WHAT YOU ARE ASKED TO DO
Set every entry down again exactly, excluding any pictures.

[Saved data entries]
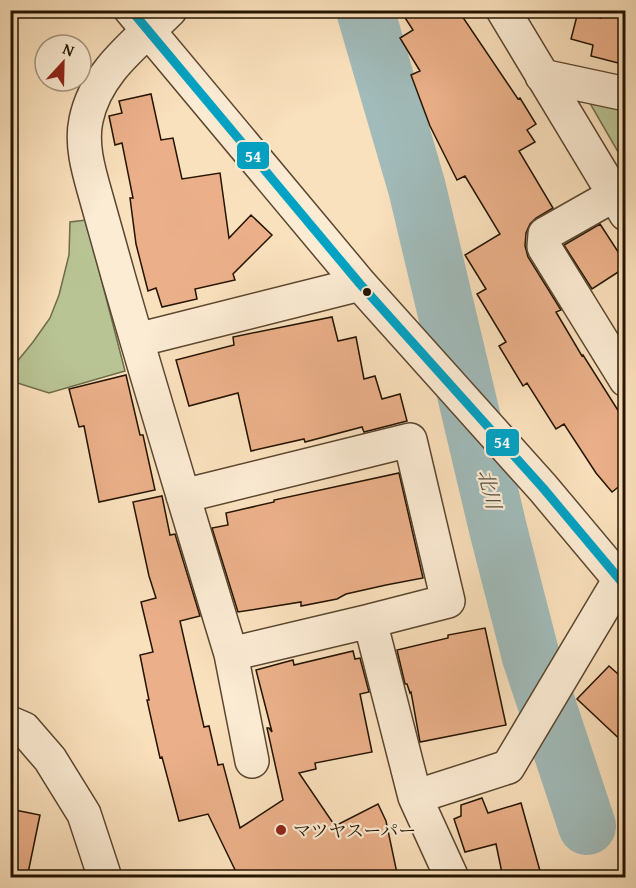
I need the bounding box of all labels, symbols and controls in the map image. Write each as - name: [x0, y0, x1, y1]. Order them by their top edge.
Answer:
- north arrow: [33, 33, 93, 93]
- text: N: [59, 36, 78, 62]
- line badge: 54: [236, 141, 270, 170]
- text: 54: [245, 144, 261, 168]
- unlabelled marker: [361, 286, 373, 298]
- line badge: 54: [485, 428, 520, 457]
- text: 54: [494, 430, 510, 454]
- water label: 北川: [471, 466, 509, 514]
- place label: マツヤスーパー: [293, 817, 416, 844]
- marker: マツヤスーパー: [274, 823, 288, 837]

YOUR SOLUTION
I need the bounding box of all labels, symbols and controls in the map image. Write each as - name: [x0, y0, x1, y1]. Order them by their top edge.
Answer:
- north arrow: [33, 33, 93, 93]
- text: N: [59, 36, 78, 62]
- line badge: 54: [236, 141, 270, 170]
- text: 54: [245, 144, 261, 168]
- unlabelled marker: [361, 286, 373, 298]
- line badge: 54: [485, 428, 520, 457]
- text: 54: [494, 430, 510, 454]
- water label: 北川: [471, 466, 509, 514]
- place label: マツヤスーパー: [293, 817, 416, 844]
- marker: マツヤスーパー: [274, 823, 288, 837]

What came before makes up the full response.